Copy each line containing the word "Jahnhöhe" from the records that follow, please.

• **MATERIAL SUPPLIED**:

....................

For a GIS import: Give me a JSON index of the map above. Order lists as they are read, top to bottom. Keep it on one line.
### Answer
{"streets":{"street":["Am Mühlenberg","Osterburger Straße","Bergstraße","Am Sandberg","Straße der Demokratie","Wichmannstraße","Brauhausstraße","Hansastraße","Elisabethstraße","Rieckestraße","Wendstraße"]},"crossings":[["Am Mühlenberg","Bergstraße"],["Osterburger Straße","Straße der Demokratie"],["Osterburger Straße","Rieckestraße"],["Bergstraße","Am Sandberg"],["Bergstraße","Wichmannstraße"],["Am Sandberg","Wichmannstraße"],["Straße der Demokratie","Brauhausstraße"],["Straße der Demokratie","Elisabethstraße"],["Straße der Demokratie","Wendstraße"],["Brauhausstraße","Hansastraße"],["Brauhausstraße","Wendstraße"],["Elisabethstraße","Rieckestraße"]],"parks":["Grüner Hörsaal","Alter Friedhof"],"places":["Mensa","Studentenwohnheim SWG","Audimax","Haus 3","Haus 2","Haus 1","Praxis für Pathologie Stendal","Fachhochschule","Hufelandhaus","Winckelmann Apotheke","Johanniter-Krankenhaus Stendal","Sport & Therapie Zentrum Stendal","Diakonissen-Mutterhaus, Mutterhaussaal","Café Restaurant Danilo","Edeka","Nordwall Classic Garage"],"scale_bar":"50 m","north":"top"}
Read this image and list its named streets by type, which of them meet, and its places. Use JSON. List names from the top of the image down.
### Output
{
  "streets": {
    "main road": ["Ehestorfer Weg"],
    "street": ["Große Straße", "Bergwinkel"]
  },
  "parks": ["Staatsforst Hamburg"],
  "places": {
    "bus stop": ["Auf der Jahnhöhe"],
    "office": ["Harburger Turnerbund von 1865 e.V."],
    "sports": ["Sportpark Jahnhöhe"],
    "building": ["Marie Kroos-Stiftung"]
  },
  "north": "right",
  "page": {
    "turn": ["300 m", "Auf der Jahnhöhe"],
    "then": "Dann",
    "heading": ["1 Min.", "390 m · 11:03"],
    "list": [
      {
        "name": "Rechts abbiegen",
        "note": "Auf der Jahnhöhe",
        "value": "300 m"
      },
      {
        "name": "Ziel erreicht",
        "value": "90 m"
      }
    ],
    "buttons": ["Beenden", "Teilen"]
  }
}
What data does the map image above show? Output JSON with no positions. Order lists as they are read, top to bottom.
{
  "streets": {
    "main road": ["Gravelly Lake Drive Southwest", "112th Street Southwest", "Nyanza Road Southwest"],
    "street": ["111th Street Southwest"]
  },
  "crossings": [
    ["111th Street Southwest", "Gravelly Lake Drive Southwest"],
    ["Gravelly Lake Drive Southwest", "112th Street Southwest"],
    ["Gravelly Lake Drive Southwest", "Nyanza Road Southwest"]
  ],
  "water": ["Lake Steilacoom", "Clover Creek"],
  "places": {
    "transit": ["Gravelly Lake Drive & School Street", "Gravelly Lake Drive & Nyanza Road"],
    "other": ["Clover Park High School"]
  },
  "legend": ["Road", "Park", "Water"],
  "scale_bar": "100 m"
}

....................

• **ANSWER SECTION**:
    "bus stop": ["Auf der Jahnhöhe"],
    "sports": ["Sportpark Jahnhöhe"],
    "turn": ["300 m", "Auf der Jahnhöhe"],
        "note": "Auf der Jahnhöhe",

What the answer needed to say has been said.